Política

Ricardo fala em áudios 'fora de contexto' e 'perseguição política' na Calvário

Ex-governador disse que a investigação não apresenta provas contra ele.




Ricardo chegou a ser preso, mas foi solto por decisão do STJ (Foto: Arquivo)

O ex-governador da Paraíba, Ricardo Coutinho (PSB), disse que as investigações da Operação Calvário são fruto de uma perseguição para destruir a reputação dele. O socialista disse que os áudios apresentados como provas da participação dele no esquema criminoso, que desviou dinheiro da Saúde e da Educação, estão fora de contexto.

“Uma dessas conversas diz respeito à ajuda de campanha. Houve essa conversa, não daquela forma, descontextualizada. Nunca recebi nada, nenhum tipo de doação. Essa conversa truncada e provavelmente editada se deu na campanha de 2018. E eu pedi que procurasse uma determinada pessoa. Eu não tenho conhecimento se houve qualquer tipo de doação dessa OS para a campanha”, disse Ricardo em entrevista ao portal Uol, se referindo a um dos diálogos com o empresário Daniel Gomes, que representava a Cruz Vermelha e o IPCEP.

“Uma outra [conversa] diz respeito à participação na sociedade em um laboratório farmacêutico, em uma conversa com um empresário que estava sendo extorquido por uma autoridade, que não posso dizer quem é. Fiquei jogando o jogo dele para obter a informação. Fiquei fazendo de conta que gostaria [de ter participação na sociedade] até conseguir a informação. Nunca tive sociedade com ninguém. Não é a minha área”, argumenta o ex-governador.

A Operação Calvário investiga uma suposta organização criminosa que desviou R$ 134,2 milhões de recursos da saúde e educação. Foram presas 14 pessoas, sendo nove na Paraíba, duas no Rio Grande do Norte, uma no Rio de Janeiro e uma no Paraná. Todos os 54 mandados de busca e apreensão foram cumpridos. O ex-governador é apontado pelo Ministério Público da Paraíba (MPPB) como o chefe da organização criminosa.

Ricardo chegou a ser preso, na noite de quinta-feira (19), mas foi libertado no sábado (21) após uma decisão do Superior Tribunal de Justiça (STJ).
Ao Uol, Ricardo disse que a acusação contra ele é absurda. “Estamos em meio a uma guerra violenta.
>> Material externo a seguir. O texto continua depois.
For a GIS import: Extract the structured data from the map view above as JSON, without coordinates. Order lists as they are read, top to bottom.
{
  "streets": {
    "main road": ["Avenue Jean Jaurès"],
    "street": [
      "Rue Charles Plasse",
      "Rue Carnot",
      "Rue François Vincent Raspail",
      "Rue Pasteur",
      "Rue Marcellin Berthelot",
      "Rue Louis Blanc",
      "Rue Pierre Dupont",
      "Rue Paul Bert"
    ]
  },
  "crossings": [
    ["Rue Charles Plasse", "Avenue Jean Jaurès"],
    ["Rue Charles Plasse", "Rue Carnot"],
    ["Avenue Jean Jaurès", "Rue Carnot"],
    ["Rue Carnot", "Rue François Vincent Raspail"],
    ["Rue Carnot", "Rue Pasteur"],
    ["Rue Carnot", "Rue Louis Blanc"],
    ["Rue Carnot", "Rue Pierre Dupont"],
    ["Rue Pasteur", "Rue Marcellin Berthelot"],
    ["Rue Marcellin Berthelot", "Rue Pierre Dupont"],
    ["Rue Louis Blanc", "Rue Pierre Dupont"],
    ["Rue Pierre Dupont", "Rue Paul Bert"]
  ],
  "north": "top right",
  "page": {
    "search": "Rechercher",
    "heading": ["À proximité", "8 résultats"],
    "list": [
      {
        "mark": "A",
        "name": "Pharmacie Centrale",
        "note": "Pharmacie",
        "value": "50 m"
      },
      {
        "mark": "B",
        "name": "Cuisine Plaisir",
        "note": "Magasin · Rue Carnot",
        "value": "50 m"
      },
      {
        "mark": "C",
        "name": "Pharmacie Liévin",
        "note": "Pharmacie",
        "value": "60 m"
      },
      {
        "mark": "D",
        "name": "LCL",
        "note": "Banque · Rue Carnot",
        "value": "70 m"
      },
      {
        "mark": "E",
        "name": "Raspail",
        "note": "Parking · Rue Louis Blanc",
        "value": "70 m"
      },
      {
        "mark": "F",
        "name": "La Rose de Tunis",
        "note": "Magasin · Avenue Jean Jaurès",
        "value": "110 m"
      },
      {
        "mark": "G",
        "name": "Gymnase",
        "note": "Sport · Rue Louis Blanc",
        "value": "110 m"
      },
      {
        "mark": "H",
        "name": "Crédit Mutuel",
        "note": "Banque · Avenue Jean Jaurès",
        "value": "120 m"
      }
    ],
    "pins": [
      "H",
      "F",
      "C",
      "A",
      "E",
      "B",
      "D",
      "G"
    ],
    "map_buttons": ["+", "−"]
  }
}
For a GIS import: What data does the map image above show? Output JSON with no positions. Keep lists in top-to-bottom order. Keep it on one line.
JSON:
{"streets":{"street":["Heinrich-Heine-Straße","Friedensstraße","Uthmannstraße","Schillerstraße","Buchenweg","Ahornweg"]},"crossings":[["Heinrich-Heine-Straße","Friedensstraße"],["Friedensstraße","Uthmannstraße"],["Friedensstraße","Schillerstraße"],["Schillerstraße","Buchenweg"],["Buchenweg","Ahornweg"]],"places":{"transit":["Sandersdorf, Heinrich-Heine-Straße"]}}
Não é só comigo. Eu estou sendo massacrado. Essa construção de narrativas não visa somente me atacar”, afirmou. “Meu patrimônio é totalmente compatível com a renda que obtive ao longo desses 28 anos de exercícios de mandatos públicos. A casa que eu tenho foi declarada no valor integral. E não se apresenta uma prova de onde está esse dinheiro. Rapaz, meu carro é de 2007! Estou sendo vítima de uma perseguição política”, reforçou.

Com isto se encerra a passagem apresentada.